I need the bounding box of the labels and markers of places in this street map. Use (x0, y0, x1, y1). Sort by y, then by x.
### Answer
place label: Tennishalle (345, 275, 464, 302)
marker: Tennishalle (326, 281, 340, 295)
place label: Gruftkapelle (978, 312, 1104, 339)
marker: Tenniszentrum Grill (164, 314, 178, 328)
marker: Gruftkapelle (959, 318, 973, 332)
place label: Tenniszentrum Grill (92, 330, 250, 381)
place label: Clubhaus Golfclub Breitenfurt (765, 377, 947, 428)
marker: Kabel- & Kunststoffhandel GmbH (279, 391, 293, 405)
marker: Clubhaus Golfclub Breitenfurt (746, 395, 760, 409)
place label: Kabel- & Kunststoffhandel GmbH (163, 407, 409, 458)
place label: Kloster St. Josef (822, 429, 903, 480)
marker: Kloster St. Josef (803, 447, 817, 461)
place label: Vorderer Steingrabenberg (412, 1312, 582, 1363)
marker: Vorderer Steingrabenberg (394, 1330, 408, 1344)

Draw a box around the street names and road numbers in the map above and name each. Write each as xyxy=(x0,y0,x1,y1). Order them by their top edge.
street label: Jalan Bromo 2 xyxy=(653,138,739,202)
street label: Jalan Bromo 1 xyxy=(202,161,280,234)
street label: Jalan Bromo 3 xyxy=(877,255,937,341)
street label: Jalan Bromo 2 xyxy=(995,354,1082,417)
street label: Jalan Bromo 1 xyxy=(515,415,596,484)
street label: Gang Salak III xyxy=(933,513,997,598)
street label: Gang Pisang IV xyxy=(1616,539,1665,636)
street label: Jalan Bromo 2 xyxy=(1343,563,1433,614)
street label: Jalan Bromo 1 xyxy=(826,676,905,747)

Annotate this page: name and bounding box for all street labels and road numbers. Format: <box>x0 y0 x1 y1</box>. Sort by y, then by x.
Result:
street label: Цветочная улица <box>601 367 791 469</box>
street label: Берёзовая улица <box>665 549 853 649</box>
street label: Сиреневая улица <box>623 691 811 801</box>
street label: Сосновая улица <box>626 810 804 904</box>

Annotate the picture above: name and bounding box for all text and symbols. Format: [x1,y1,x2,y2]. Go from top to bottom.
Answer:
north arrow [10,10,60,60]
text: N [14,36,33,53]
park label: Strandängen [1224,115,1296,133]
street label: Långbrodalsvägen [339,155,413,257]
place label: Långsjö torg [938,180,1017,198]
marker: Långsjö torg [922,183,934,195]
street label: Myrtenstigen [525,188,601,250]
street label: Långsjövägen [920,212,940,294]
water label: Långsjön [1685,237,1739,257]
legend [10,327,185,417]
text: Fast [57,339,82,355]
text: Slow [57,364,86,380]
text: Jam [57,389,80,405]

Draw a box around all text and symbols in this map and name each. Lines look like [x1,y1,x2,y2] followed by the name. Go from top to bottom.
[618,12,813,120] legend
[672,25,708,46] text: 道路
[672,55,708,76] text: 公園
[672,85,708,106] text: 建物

+ + + + +

Your answer should be only the number of lines, in the entries above, that include "Sort".

2